Even today, Mac users can play plenty of games, like Spiderman 2 or Airburst Extreme. The Net is full of sites, such as Inside Mac Games, with the latest news of upcoming releases and reviews all kinds of games. But if you're going to be a Mac gamer, be prepared for a few frustrations.

The worst problem, of course, is that not everything comes out on the Mac. City of Heroes, for example, is likely to never be available to Mac users. Which sucks, because I really want to play that game. I'd pay money and everything.

Almost as annoying is many PC games are only released for the Mac months after the original. By the time I was playing Neverwinter Nights, most of my friends had finished with it and had moved on to other games. And even I wasn't going to wait to play Knights of the Old Republic on my laptop, not when I had an XBox.

One other source of frustration, at least when playing modern games on a Mac, is that they are designed for PC players. Specifically, they are designed for the PC mouse. Personally, I don't like to use mice at all bugs my wrist and all that. At home, I use my laptop's trackpad. At work, where I have an XP machine, I generally use a trackball instead of a mouse.

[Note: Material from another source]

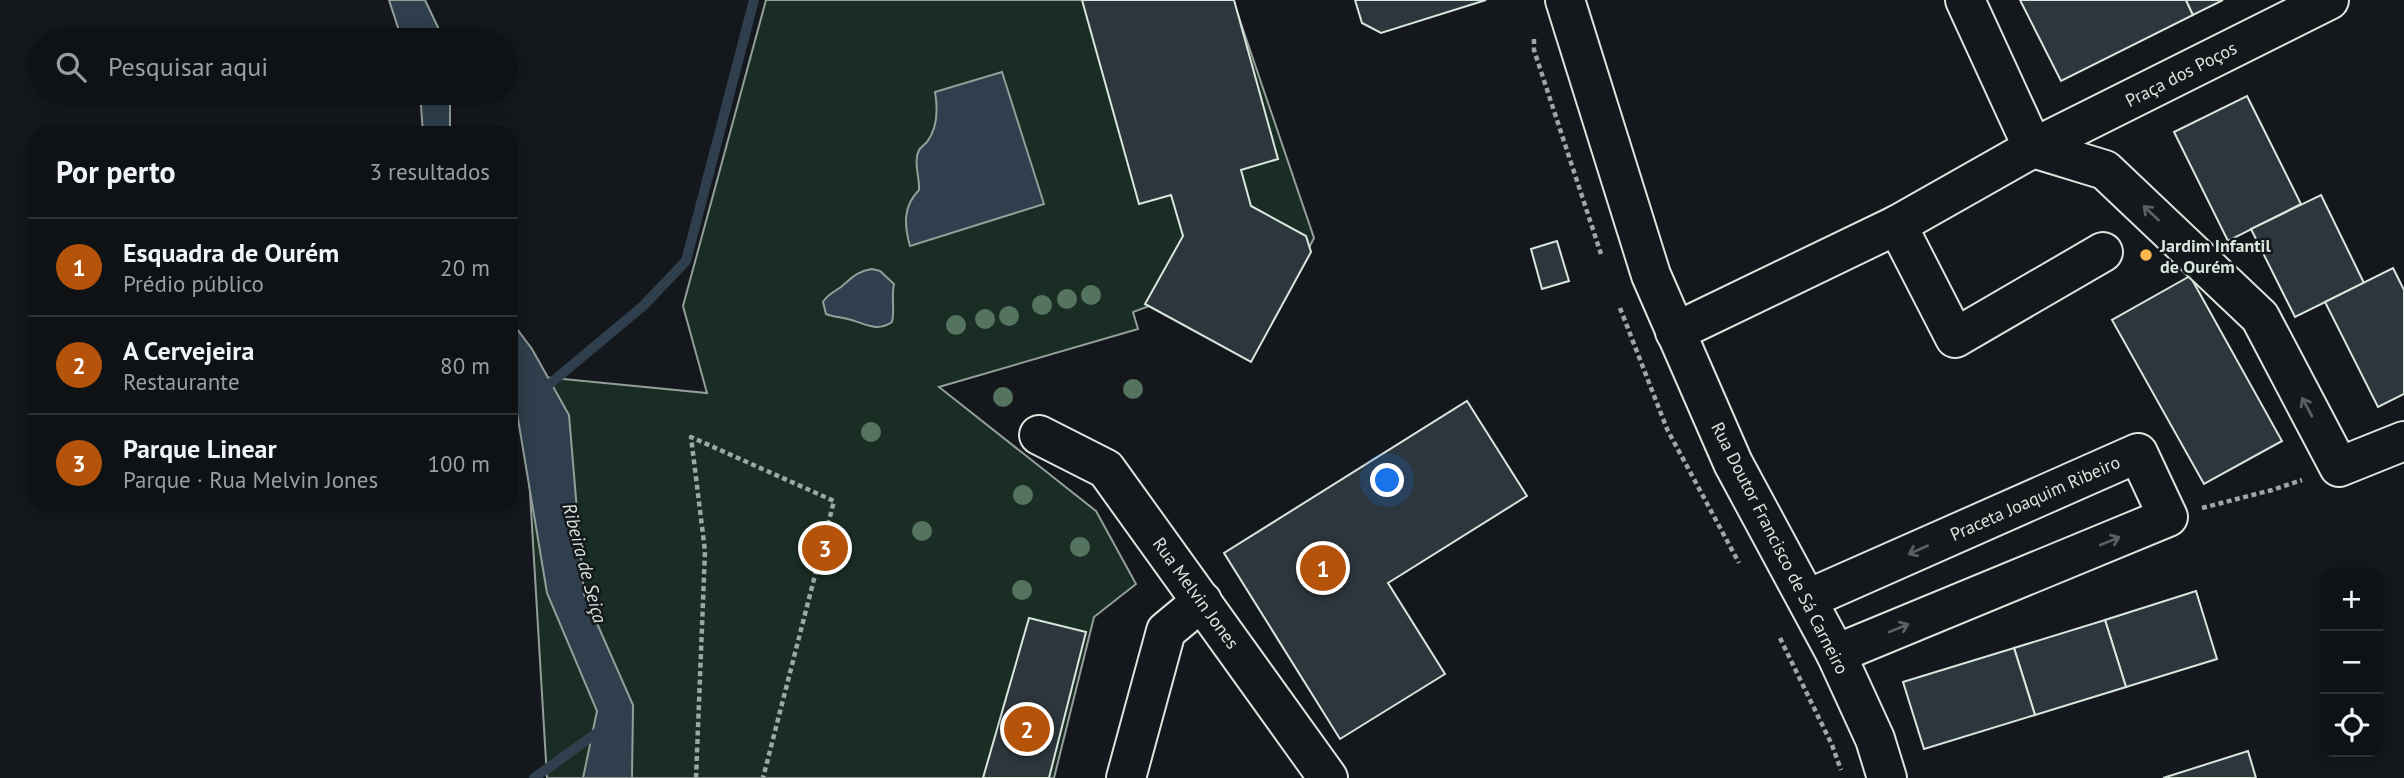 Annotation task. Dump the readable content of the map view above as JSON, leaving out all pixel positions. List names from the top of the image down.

But games like World of Warcraft don't work too well with trackpads. So I had to learn to use a multi-button mouse to play games, which wasn't as easy as it sounds. Because I'm not used to playing games with that all important "right click", I spent my first 10 or so levels on WoW running into walls and dying a lot. And yelling at my poor husband.

Good thing we're on a PVP server. If it comes to it, I can exact revenge on him anytime I want.

Still, I'm having lots of fun. I can play classic games in OS9, then switch to the more modern toys in OS X. And if I don't want to download stuff to my hard drive, the Net offers all kinds of games, from Yahoo's Java-based games (let me know if you want to play Literati some time) to the extremely addicting Weboggle. So if you've been thinking about switching over to the light side where you don't have to be terrified of your own email don't put it off just because you love games. A few annoyances aside, there's plenty to keep a Mac gamer addicted for hours.